DIRECTIONS FOR THIS TASK:
Line by line, set down the records below from the first line through the line containing "2px #8d897f) drop-shadow(0". Omit the pictures.

EXERCISE MATERIALS:
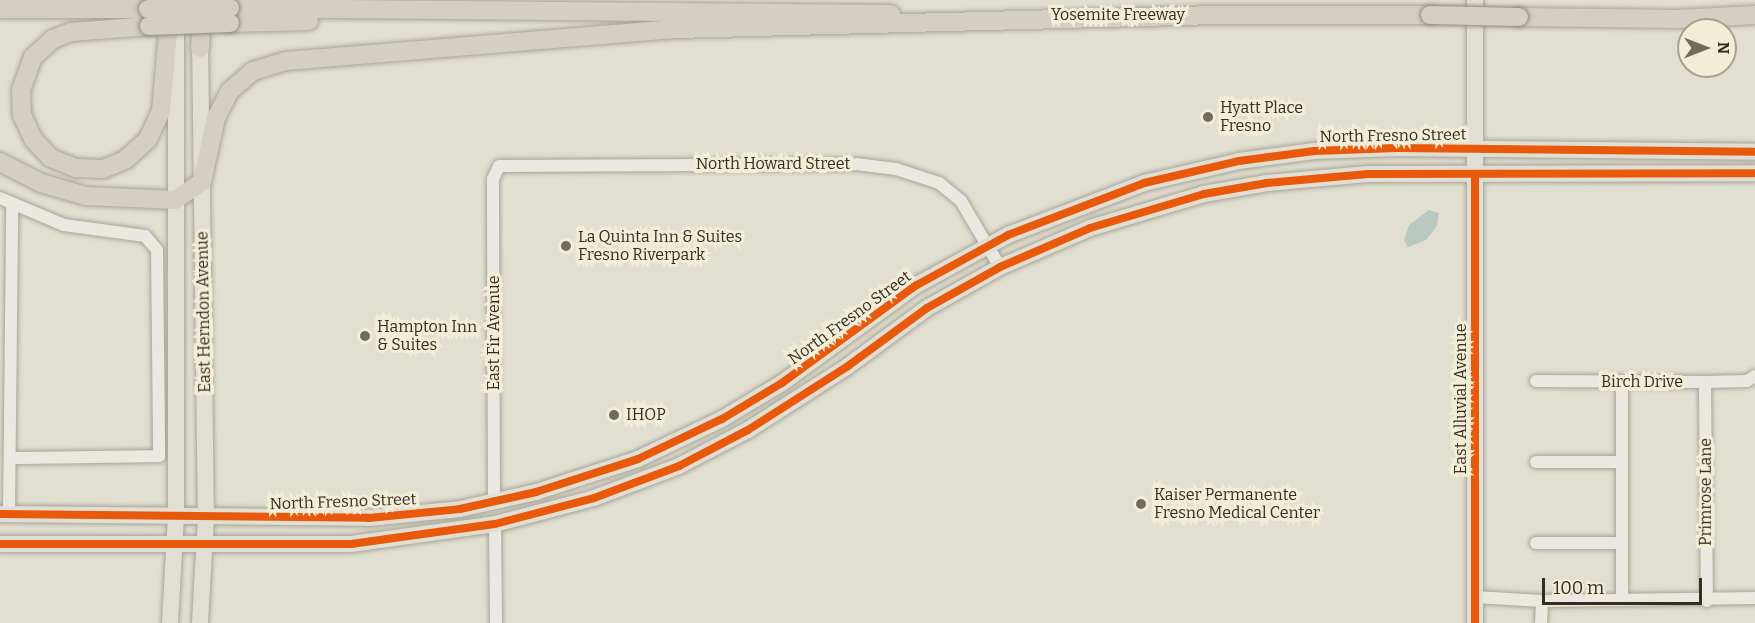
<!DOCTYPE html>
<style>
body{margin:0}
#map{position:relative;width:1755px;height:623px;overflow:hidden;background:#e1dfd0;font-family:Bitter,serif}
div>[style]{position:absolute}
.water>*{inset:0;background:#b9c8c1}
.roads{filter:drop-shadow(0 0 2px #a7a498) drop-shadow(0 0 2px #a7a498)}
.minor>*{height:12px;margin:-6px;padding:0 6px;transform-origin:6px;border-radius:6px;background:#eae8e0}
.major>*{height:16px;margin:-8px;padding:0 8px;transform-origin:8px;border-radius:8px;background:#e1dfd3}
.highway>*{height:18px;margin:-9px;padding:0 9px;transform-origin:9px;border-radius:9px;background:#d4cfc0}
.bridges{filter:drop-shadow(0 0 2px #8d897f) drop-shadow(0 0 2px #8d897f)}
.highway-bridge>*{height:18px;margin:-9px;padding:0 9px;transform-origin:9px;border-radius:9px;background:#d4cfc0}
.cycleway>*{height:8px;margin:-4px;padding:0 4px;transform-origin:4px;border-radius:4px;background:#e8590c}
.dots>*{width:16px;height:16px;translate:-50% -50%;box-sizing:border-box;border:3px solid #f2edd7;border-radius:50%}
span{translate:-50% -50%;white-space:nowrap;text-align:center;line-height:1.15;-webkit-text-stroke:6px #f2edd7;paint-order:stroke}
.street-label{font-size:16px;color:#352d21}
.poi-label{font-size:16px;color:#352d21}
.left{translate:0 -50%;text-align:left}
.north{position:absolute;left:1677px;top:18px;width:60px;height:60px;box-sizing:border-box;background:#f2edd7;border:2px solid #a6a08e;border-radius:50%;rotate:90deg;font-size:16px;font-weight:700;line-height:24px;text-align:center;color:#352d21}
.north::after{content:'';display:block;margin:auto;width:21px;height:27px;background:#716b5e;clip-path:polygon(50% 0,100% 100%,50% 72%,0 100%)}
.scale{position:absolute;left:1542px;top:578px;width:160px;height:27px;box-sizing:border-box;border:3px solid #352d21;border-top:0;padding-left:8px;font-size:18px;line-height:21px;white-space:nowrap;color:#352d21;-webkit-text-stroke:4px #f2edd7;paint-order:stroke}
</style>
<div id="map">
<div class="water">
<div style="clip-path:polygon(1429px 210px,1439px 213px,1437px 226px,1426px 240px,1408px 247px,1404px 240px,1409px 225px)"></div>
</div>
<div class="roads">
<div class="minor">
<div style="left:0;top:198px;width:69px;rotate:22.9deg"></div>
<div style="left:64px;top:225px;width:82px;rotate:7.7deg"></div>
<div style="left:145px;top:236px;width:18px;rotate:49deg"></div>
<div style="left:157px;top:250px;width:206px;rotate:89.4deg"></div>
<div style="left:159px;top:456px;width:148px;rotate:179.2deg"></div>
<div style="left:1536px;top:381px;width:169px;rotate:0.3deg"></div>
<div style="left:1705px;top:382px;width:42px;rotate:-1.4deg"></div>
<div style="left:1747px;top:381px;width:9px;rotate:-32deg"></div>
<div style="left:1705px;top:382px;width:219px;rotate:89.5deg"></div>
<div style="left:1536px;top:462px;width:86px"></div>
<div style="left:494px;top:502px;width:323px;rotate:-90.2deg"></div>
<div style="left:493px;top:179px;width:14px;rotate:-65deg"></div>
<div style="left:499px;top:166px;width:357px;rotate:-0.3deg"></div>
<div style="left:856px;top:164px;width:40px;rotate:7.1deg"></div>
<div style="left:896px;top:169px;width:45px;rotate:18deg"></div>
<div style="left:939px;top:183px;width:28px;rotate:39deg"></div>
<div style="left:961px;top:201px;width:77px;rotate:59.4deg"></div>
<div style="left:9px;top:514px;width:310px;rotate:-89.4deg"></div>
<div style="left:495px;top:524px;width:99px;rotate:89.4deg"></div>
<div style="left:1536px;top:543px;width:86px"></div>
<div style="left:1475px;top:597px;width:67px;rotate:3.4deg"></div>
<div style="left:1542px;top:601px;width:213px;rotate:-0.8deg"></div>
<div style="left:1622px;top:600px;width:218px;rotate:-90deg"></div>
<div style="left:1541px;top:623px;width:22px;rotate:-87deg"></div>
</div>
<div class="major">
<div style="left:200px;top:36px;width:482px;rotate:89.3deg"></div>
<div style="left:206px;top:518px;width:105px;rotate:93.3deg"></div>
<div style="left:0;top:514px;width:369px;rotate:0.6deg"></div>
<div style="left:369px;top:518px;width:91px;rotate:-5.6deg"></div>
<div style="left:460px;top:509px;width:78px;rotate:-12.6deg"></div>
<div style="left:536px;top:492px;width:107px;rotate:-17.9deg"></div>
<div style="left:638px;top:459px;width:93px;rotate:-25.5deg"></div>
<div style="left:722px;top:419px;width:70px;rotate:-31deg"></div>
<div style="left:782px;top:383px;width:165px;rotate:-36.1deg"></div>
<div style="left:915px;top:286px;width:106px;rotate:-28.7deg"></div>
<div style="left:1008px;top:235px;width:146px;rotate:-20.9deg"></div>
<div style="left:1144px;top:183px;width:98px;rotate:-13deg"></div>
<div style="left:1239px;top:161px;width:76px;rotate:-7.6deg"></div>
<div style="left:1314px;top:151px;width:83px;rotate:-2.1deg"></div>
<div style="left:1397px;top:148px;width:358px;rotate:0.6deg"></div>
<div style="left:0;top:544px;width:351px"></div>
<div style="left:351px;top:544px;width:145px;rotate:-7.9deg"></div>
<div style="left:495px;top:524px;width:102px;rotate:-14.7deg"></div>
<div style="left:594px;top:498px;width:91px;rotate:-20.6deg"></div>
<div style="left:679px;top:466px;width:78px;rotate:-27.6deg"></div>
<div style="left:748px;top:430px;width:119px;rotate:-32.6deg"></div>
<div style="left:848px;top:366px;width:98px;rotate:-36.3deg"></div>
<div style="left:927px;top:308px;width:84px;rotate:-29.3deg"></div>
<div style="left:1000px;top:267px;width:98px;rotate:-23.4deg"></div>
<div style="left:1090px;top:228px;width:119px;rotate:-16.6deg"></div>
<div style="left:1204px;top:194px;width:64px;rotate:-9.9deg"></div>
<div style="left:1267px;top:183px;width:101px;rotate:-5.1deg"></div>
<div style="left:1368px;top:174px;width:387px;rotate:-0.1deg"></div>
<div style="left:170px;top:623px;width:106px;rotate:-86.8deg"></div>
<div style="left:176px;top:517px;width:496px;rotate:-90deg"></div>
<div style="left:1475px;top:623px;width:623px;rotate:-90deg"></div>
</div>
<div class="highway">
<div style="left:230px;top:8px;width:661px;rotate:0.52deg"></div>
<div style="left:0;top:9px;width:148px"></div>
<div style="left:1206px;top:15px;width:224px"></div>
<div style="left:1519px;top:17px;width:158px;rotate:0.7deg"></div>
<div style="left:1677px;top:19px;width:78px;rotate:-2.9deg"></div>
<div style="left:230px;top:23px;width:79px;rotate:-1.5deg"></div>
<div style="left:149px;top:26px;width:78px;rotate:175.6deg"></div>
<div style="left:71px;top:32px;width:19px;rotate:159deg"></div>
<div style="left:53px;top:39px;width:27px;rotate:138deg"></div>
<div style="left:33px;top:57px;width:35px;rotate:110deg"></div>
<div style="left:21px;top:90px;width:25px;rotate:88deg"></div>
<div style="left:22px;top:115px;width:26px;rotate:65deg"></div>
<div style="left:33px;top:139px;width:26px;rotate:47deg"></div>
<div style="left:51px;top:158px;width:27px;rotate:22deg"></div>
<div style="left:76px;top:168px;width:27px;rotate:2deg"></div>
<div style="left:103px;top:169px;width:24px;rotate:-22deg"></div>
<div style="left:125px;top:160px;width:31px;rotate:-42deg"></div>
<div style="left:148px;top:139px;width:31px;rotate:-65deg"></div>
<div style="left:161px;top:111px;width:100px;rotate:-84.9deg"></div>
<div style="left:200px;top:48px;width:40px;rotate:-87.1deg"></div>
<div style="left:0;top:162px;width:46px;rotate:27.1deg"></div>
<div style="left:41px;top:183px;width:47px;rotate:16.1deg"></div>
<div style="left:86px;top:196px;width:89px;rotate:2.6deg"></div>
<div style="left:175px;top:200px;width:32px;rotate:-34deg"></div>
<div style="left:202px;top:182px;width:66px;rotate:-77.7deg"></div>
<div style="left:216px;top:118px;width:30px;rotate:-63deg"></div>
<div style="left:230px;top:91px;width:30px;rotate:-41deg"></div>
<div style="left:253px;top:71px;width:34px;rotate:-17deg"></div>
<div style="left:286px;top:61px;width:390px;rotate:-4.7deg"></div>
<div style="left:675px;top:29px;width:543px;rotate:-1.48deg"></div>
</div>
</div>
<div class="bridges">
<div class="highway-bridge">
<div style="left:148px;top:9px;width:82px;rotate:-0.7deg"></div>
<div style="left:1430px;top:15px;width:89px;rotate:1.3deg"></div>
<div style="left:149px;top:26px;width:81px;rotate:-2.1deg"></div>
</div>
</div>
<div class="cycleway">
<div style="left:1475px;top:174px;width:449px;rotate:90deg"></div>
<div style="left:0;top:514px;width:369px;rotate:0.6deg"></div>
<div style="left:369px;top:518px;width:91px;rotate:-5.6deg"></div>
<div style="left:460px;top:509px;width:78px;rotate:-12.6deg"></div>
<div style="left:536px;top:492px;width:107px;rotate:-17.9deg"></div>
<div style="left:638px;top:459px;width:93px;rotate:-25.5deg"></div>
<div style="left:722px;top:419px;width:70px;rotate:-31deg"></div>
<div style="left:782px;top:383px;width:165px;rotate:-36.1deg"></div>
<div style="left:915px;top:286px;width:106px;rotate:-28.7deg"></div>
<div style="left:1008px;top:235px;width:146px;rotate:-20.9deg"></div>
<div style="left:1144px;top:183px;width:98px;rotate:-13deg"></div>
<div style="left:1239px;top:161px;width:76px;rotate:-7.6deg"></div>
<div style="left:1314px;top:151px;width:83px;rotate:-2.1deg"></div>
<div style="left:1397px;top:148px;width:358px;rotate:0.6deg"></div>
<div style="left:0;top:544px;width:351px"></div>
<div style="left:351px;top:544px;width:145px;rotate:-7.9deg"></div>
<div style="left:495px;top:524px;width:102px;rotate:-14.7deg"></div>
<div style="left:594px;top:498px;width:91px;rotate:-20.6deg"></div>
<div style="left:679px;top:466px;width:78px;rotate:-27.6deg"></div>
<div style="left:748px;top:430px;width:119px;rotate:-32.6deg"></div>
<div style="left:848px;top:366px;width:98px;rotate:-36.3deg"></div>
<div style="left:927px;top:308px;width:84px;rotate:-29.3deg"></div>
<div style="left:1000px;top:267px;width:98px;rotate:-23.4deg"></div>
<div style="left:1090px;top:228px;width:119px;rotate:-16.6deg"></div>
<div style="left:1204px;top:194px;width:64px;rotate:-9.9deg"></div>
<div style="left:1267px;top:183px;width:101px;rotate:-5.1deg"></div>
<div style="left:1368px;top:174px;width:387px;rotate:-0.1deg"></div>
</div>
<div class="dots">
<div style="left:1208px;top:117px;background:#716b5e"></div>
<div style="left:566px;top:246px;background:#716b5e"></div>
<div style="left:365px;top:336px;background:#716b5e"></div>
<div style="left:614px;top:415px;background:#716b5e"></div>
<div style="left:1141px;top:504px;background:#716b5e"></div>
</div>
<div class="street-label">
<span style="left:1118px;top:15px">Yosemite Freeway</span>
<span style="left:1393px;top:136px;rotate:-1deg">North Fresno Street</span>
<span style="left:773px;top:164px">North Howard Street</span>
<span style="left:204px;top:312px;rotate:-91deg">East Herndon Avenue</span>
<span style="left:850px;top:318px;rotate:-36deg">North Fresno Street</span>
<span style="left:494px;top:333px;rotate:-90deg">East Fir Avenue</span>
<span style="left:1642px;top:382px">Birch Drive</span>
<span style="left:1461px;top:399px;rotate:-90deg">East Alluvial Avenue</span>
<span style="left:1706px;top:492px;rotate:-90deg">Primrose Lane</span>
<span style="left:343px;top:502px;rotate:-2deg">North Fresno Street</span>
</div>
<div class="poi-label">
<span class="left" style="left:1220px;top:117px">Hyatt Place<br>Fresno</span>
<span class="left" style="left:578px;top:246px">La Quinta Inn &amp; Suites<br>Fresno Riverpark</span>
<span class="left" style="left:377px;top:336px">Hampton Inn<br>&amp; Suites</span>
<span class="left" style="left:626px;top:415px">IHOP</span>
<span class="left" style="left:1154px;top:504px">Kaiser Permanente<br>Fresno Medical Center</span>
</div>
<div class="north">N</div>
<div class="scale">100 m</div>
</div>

ANSWER TO THE EXERCISE:
<!DOCTYPE html>
<style>
body{margin:0}
#map{position:relative;width:1755px;height:623px;overflow:hidden;background:#e1dfd0;font-family:Bitter,serif}
div>[style]{position:absolute}
.water>*{inset:0;background:#b9c8c1}
.roads{filter:drop-shadow(0 0 2px #a7a498) drop-shadow(0 0 2px #a7a498)}
.minor>*{height:12px;margin:-6px;padding:0 6px;transform-origin:6px;border-radius:6px;background:#eae8e0}
.major>*{height:16px;margin:-8px;padding:0 8px;transform-origin:8px;border-radius:8px;background:#e1dfd3}
.highway>*{height:18px;margin:-9px;padding:0 9px;transform-origin:9px;border-radius:9px;background:#d4cfc0}
.bridges{filter:drop-shadow(0 0 2px #8d897f) drop-shadow(0 0 2px #8d897f)}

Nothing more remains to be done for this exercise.